ACP コマンドが停止したため、 SP をリブートしています
環境
- ONTAP 9
- サービス プロセッサ(SP)
問題
- ACP アラートの問題がクリアされたあとの SP のリブート。EMS ログの 例:
[node_name-01: dsa_worker1: ses.status.ACPError:alert]: DS2246 (S/N SHFHU0123456789) shelf 0 on channel 0a ACP Processor error for SAS shelf ACP processor 2: critical status ; Alternate Control Path hardware failed This module is on the rear of the shelf at the top right, on shelf module B.
[node_name-01: statd: monitor.shelf.fault:alert]: Critical fault reported on disk storage shelf attached to channel 0a. Check fans, power supplies, disks, and temperature sensors.
[node_name-01: monitor: monitor.globalStatus.critical:EMERGENCY]: Disk shelf fault.
[node_name-01: dsa_worker2: ses.status.ACPError:alert]: DS2246 (S/N SHFHU0123456789) shelf 0 on channel 0a ACP Processor error for SAS shelf ACP processor 1: critical status ; Alternate Control Path hardware failed This module is on the rear of the shelf at the top left, on shelf module A.
[node_name-01: dsa_worker2: ses.status.ACPInfo:info]: DS2246 (S/N SHFHU0123456789) shelf 0 on channel 0a ACP Processor information for SAS shelf ACP processor 2: normal status.
[node_name-01: splog_main: splog.running.normally:info]: Process splogd is operating normally.
[node_name-01: dsa_worker1: ses.status.ACPInfo:info]: DS2246 (S/N SHFHU0123456789) shelf 0 on channel 0a ACP Processor information for SAS shelf ACP processor 1: normal status.
[node_name-01: statd: monitor.shelf.fault.ok:notice]: Fault previously reported on disk storage shelf attached to channel 0a has been corrected.
[node_name-01: monitor: monitor.globalStatus.ok:notice]: The system's global status is normal.
[node_name-02: statd: monitor.shelf.fault:alert]: Critical fault reported on disk storage shelf attached to channel 0a. Check fans, power supplies, disks, and temperature sensors.
[node_name-02: monitor: monitor.globalStatus.critical:EMERGENCY]: Disk shelf fault.

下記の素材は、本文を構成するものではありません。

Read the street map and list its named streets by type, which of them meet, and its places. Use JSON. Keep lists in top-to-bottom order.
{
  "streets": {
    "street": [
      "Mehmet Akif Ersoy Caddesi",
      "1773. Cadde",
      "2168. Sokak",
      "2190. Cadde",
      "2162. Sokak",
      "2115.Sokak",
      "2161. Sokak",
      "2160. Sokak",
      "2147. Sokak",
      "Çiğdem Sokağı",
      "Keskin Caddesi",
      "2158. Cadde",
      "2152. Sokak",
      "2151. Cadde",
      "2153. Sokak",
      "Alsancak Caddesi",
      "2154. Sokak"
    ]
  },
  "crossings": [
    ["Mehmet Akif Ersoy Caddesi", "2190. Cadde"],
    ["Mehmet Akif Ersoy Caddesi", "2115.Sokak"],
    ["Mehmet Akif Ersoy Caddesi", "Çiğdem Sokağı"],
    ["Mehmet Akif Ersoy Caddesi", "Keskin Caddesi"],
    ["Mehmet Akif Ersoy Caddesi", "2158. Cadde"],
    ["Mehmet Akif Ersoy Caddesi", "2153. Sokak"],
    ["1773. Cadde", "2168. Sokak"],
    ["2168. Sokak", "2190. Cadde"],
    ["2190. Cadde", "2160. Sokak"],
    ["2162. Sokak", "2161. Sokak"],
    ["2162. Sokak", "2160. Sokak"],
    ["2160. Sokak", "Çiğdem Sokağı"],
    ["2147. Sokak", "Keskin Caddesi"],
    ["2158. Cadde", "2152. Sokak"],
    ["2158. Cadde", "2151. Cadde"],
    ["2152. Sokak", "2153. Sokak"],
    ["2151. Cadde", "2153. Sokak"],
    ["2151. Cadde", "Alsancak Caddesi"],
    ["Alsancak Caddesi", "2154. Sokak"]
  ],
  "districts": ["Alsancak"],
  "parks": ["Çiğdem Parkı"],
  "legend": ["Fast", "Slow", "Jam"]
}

[node_name-02: dsa_worker1: ses.status.ACPError:alert]: DS2246 (S/N SHFHU0123456789) shelf 0 on channel 0a ACP Processor error for SAS shelf ACP processor 1: critical status ; Alternate Control Path hardware failed This module is on the rear of the shelf at the top left, on shelf module A.
[node_name-02: splog_main: splog.running.normally:info]: Process splogd is operating normally.
[node_name-02: dsa_worker3: ses.status.ACPInfo:info]: DS2246 (S/N SHFHU0123456789) shelf 0 on channel 0a ACP Processor information for SAS shelf ACP processor 2: normal status.
[node_name-02: dsa_worker2: ses.status.ACPInfo:info]: DS2246 (S/N SHFHU0123456789) shelf 0 on channel 0a ACP Processor information for SAS shelf ACP processor 1: normal status.
[node_name-02: statd: monitor.shelf.fault.ok:notice]: Fault previously reported on disk storage shelf attached to channel 0a has been corrected.
[node_name-02: monitor: monitor.globalStatus.ok:notice]: The system's global status is normal.
- 次のようなイベントメッセージ が表示されて、 SP が自動的にリブート
Record 833: Tue Oct 13 18:20:19 2020 [SP.critical]: Rebooting SP due to loss of ACP comms
- ACP ステータスは正常で正常に動作しています。
- 管理 e0M ポートを経由した送信フレーム数および 1 秒あたりのバイト数:
-- interface e0M (30 days, 20 hours, 46 minutes, 42 seconds) --
RECEIVE
…
TRANSMIT
>>>Total frames: 2992m | Frames/second: 1122 | Total bytes: 4523g
Bytes/second: 1696k | Total errors: 0 | Errors/minute: 0
Total discards: 0 | Queue overflow: 0 | Multi/broadcast: 90594
…
-- interface e0M (30 days, 20 hours, 44 minutes, 31 seconds) --
RECEIVE
…
TRANSMIT
>>>Total frames: 216m | Frames/second: 81 | Total bytes: 322g
Bytes/second: 120k | Total errors: 0 | Errors/minute: 0
Total discards: 0 | Queue overflow: 0 | Multi/broadcast: 90526
…
- ノード管理 LIF とクラスタ間 LIF で同じブロードキャストドメインを共有しています。